#### Exercise goal
Look through the records below for the line with "ctx.lineJoin = 'round';". Return that line and each one after it up to and including the line with "path.moveTo(r[0], r[1]);", exactly.

(Collected data)
"""

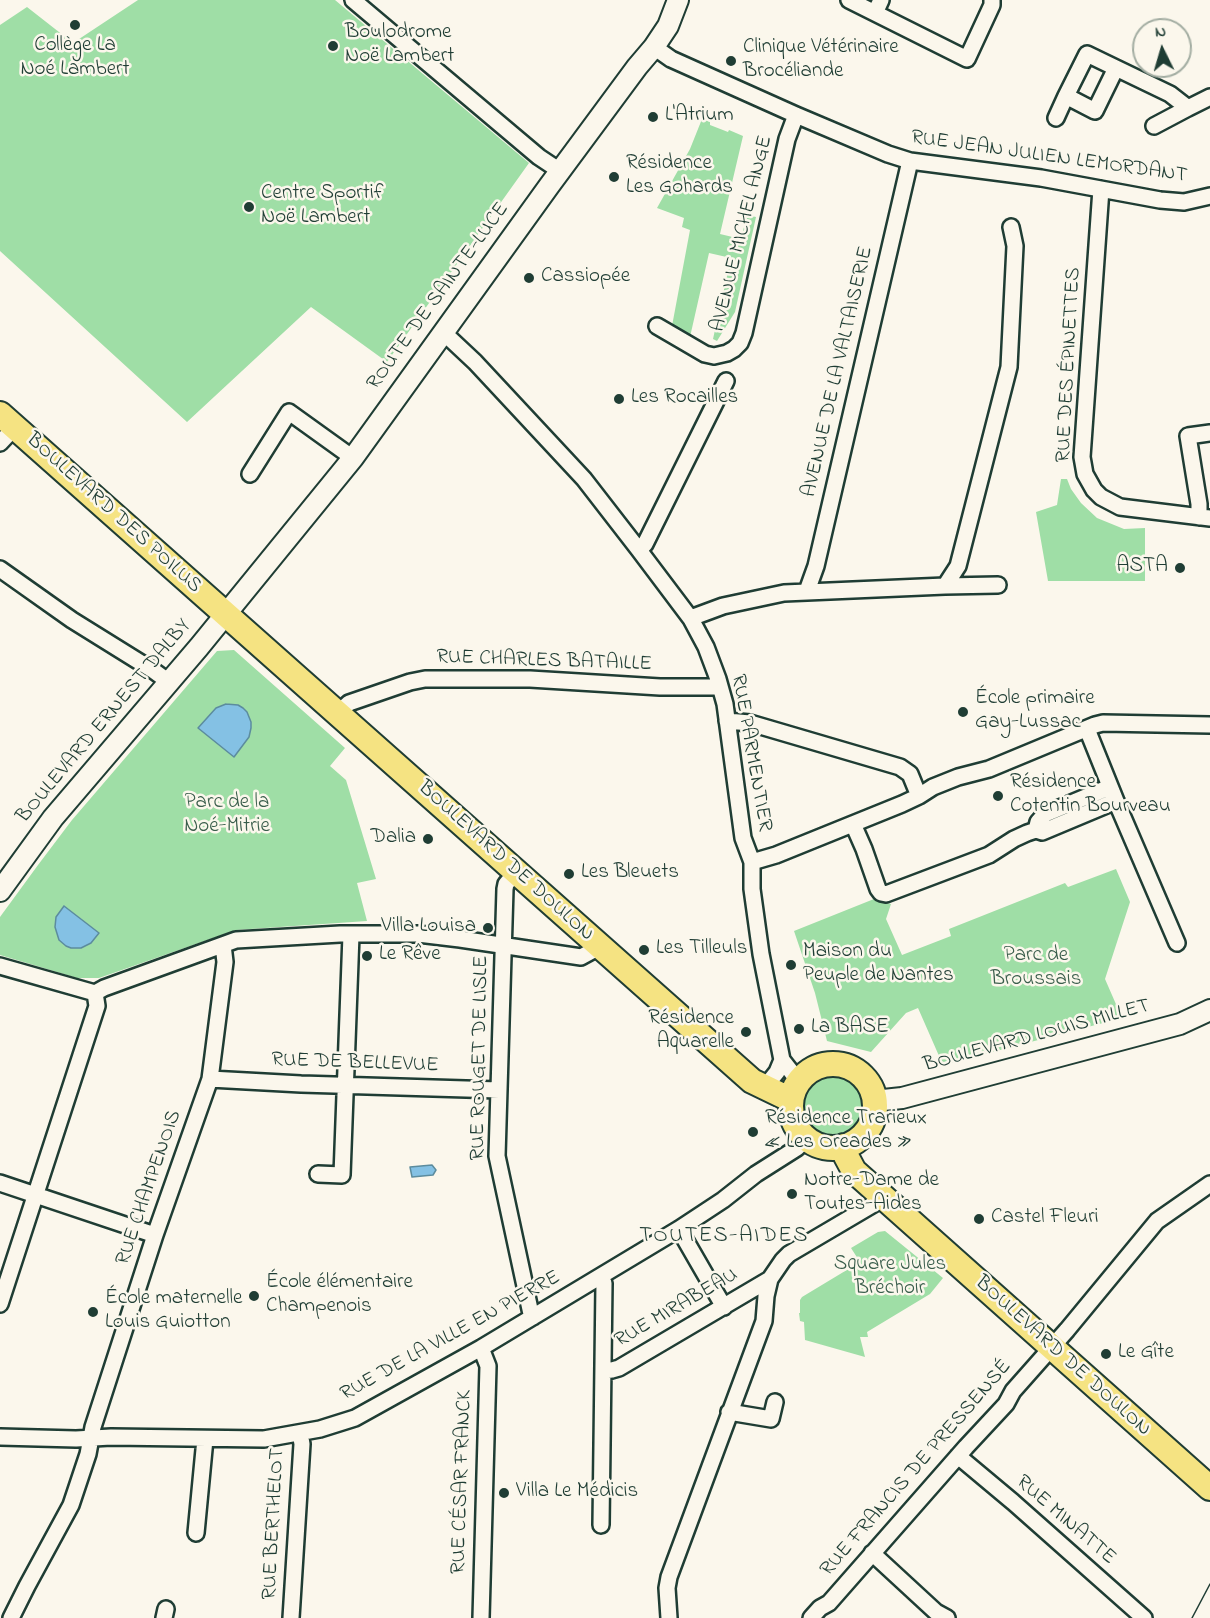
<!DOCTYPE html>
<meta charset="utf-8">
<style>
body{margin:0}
#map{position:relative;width:1210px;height:1618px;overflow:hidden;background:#fbf7ec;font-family:"Indie Flower",sans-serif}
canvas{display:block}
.north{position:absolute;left:1132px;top:18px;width:60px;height:60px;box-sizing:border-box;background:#fbf7ec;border:2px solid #a3ada2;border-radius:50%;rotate:355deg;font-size:16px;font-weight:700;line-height:24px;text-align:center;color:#1f3d34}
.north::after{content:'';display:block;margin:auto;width:21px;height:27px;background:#1f3d34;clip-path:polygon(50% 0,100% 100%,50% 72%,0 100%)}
</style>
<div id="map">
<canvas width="1210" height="1618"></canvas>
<div class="north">N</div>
</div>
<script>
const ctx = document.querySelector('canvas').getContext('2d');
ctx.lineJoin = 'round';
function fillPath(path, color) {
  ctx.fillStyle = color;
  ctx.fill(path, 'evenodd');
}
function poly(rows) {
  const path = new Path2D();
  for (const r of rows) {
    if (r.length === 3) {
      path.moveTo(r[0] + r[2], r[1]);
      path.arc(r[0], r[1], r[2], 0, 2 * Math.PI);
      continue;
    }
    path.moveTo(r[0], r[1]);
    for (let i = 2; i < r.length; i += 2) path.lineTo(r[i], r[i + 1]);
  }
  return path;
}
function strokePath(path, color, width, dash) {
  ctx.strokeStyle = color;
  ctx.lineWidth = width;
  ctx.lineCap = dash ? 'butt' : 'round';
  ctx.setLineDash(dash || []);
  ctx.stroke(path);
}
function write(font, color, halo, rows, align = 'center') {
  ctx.font = font + ' "Indie Flower",sans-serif';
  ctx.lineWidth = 5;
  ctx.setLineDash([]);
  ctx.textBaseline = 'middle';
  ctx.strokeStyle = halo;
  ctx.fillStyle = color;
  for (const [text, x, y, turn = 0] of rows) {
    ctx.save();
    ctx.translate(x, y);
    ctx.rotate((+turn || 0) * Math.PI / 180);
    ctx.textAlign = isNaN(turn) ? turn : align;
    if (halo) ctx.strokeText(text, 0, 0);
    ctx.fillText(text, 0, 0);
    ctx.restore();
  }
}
fillPath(poly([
 [138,0,335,0,529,163,387,362,311,307,187,422,0,251,0,25,27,7,73,43],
 [702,119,710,122,710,125,728,132,729,130,743,136,720,234,741,239,747,215,756,217,735,312,717,341,713,339,731,258,709,253,690,337,675,329,672,326,690,230,682,227,684,218,657,208,690,149],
 [1061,479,1067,479,1071,489,1081,503,1097,518,1124,529,1145,528,1145,581,1048,581,1036,512,1057,505],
 [234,650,345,748,330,766,346,780,376,879,357,883,367,921,236,930,99,978,77,978,0,955,0,917,38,865,72,820,217,651],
 [1116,869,1130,902,1105,979,1122,1018,943,1065,918,1008,906,1013,871,1052,827,1041,815,993,794,931,874,899,891,904,886,919,902,955,951,936,949,929,1065,883,1068,887],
 [833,1106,31],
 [885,1231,943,1278,930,1294,867,1332,868,1337,860,1337,865,1357,805,1340,804,1322,800,1321,799,1313,800,1313,800,1300,802,1297,860,1262,851,1248,878,1232]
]), '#9fdea6');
const water = poly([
 [226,704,238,705,243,708,247,712,251,722,251,728,249,737,234,757,198,728,216,708,226,704],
 [64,906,99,933,91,943,81,948,71,948,66,946,59,940,55,927,56,917,64,906],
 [432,1165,436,1170,433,1175,412,1177,410,1167,432,1165]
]);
fillPath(water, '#84c1e4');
strokePath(water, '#5c8c9e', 1.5);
const minor = poly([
 [353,0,539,157,560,171],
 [849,0,875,13],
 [881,0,875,13,967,59,992,5,992,0],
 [654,47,671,59,796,115,888,154,910,161,1041,178,1160,200,1184,202,1210,196],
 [1116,68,1095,111,1066,96,1087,54,1116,68,1170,94,1188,108,1210,97],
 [1056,118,1066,96],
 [1154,126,1188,108],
 [1101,189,1082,457,1085,474,1094,490,1101,497,1120,507,1210,518],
 [657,326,705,354,714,356,727,353,734,349,740,343,744,333,787,139,796,115],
 [443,332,475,362,584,479,639,550,691,619,706,647,718,679,725,704,743,838,752,862,752,889,761,954,782,1060,793,1074,801,1079],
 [0,443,15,427],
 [250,474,289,412,353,458],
 [1199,517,1199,504,1188,436,1210,433],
 [639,550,645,544,726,381],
 [0,569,72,620,154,671,169,682],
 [945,586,998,585],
 [807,591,816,566,910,161],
 [691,619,696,616,723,606,784,593,945,586,958,566,1009,367,1015,246,1011,227],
 [338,713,349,703,410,682,425,679,530,679,660,687,720,687],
 [727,721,750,723,900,767,910,774,919,796],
 [1087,729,1116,801,1177,943],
 [853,824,864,849,878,889,881,893,886,894,989,855,1014,839,1027,833,1036,830,1042,832,1116,801],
 [1036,830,1038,822,1045,814,1110,787],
 [752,862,776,855,902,804,919,796,933,787,958,777,989,769,1095,725,1103,723,1210,725],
 [516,872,506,884,505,889,497,1156,531,1314,533,1317],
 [0,966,95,993,104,988,236,940,340,934,418,934,460,939,581,957,592,951,598,944],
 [210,1079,301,1084,499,1090],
 [765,1087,777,1072,782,1060],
 [318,1174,342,1175,351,935],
 [0,1183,155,1235],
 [679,1229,724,1307],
 [0,1304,97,1006,95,993],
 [603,1371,612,1370,619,1368,770,1279],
 [729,1412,771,1419,775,1402],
 [0,1437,76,1439,111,1437,264,1439,320,1429,355,1418,481,1348,679,1229,723,1200,756,1174,797,1148,806,1139],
 [958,1456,1013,1502,1144,1618],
 [601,1525,604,1283],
 [196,1533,205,1439],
 [872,1553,936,1612,947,1618],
 [11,1618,27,1586,71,1505,88,1454,93,1427,155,1235,210,1079,225,962,223,945],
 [164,1618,166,1609],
 [291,1618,302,1444,300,1433],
 [481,1618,488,1366,481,1348],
 [669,1618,667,1588,669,1577,764,1321,766,1296,770,1279,783,1260,789,1254,884,1198],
 [811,1618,820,1608,829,1603,966,1447,1006,1404,1013,1391,1067,1330,1157,1221,1210,1184]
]);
const tertiary = poly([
 [0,891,53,818,199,647,353,458,549,186,637,67,654,47,668,26,678,0],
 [874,1101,902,1098,1180,1024,1210,1010]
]);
const primary = poly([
 [0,414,752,1081,783,1096,791,1098],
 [833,1106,42],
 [844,1146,846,1156,854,1171,1210,1488]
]);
strokePath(minor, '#1f3d34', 20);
strokePath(tertiary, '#1f3d34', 24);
strokePath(primary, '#1f3d34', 28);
strokePath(minor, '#fbf7ec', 15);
strokePath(tertiary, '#fbf7ec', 20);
strokePath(primary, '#f5e382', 24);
strokePath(poly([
 [1192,1618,1210,1584]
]), '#1f3d34', 1.5);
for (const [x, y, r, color] of [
 [75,25,6,"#1f3d34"],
 [333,46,6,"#1f3d34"],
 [731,61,6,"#1f3d34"],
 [653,117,6,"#1f3d34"],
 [614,177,6,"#1f3d34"],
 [249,207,6,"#1f3d34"],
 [529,278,6,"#1f3d34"],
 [619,399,6,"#1f3d34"],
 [1180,568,6,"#1f3d34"],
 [963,712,6,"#1f3d34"],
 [998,796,6,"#1f3d34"],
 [428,839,6,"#1f3d34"],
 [569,874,6,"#1f3d34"],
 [488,928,6,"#1f3d34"],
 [644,950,6,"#1f3d34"],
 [367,956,6,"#1f3d34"],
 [791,965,6,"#1f3d34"],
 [799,1029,6,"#1f3d34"],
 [746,1032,6,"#1f3d34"],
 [753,1132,6,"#1f3d34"],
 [792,1194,6,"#1f3d34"],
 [979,1219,6,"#1f3d34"],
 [254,1296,6,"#1f3d34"],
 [93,1312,6,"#1f3d34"],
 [1106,1354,6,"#1f3d34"],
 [504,1493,6,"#1f3d34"]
]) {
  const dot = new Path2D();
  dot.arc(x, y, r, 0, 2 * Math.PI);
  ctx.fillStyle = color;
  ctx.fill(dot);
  strokePath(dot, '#fbf7ec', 2);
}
write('21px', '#1f3d34', '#fbf7ec', [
 ["Boulodrome",345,34],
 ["Noë Lambert",345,58],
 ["Collège La",75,47,"center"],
 ["Noé Lambert",75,71,"center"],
 ["Clinique Vétérinaire",743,49],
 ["Brocéliande",743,73],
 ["L'Atrium",665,117],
 ["Résidence",626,165],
 ["Les Gohards",626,189],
 ["Centre Sportif",261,195],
 ["Noë Lambert",261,219],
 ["Cassiopée",541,278],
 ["Les Rocailles",631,399],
 ["ASTA",1168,568,"right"],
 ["École primaire",975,700],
 ["Gay-Lussac",975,724],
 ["Résidence",1010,784],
 ["Cotentin Bourveau",1010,808],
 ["Dalia",416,839,"right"],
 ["Les Bleuets",581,874],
 ["Villa Louisa",476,928,"right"],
 ["Les Tilleuls",656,950],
 ["Maison du",803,953],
 ["Peuple de Nantes",803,977],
 ["Le Rêve",379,956],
 ["Résidence",734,1020,"right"],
 ["Aquarelle",734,1044,"right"],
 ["La BASE",811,1029],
 ["Résidence Trarieux",765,1120],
 ["« Les Oreades »",765,1144],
 ["Notre-Dame de",804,1182],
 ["Toutes-Aides",804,1206],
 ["Castel Fleuri",991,1219],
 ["École élémentaire",266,1284],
 ["Champenois",266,1308],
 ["École maternelle",105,1300],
 ["Louis Guiotton",105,1324],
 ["Le Gîte",1118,1354],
 ["Villa Le Médicis",516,1493]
], 'left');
write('21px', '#1f3d34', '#fbf7ec', [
 ["RUE JEAN JULIEN LEMORDANT",1049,158,8],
 ["AVENUE MICHEL ANGE",743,234,-76],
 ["ROUTE DE SAINTE-LUCE",439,297,-54],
 ["RUE DES ÉPINETTES",1070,365,-87],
 ["AVENUE DE LA VALTAISERIE",839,372,-77],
 ["BOULEVARD DES POILUS",113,514,42],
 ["RUE CHARLES BATAILLE",544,662,2],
 ["BOULEVARD ERNEST DALBY",105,722,-50],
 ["RUE PARMENTIER",750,753,80],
 ["BOULEVARD DE DOULON",505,862,42],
 ["BOULEVARD LOUIS MILLET",1037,1037,-15],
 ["RUE ROUGET DE LISLE",481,1058,-89],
 ["RUE DE BELLEVUE",355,1064,2],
 ["RUE CHAMPENOIS",150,1188,-71],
 ["RUE MIRABEAU",677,1309,-30],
 ["RUE DE LA VILLE EN PIERRE",451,1337,-29],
 ["BOULEVARD DE DOULON",1062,1357,42],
 ["RUE FRANCIS DE PRESSENSÉ",917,1469,-49],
 ["RUE CÉSAR FRANCK",463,1482,-88],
 ["RUE MINATTE",1065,1521,41],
 ["RUE BERTHELOT",275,1524,-87]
]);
write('21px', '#395d4b', '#fbf7ec', [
 ["Parc de la",227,804],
 ["Noé-Mitrie",227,828],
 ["Parc de",1036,957],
 ["Broussais",1036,981],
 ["Square Jules",890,1266],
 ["Bréchoir",890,1290]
]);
ctx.letterSpacing = '1.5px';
write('22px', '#1f3d34', '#fbf7ec', [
 ["TOUTES-AIDES",724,1237]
]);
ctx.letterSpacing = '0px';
</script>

"""

#### Completed exercise
ctx.lineJoin = 'round';
function fillPath(path, color) {
  ctx.fillStyle = color;
  ctx.fill(path, 'evenodd');
}
function poly(rows) {
  const path = new Path2D();
  for (const r of rows) {
    if (r.length === 3) {
      path.moveTo(r[0] + r[2], r[1]);
      path.arc(r[0], r[1], r[2], 0, 2 * Math.PI);
      continue;
    }
    path.moveTo(r[0], r[1]);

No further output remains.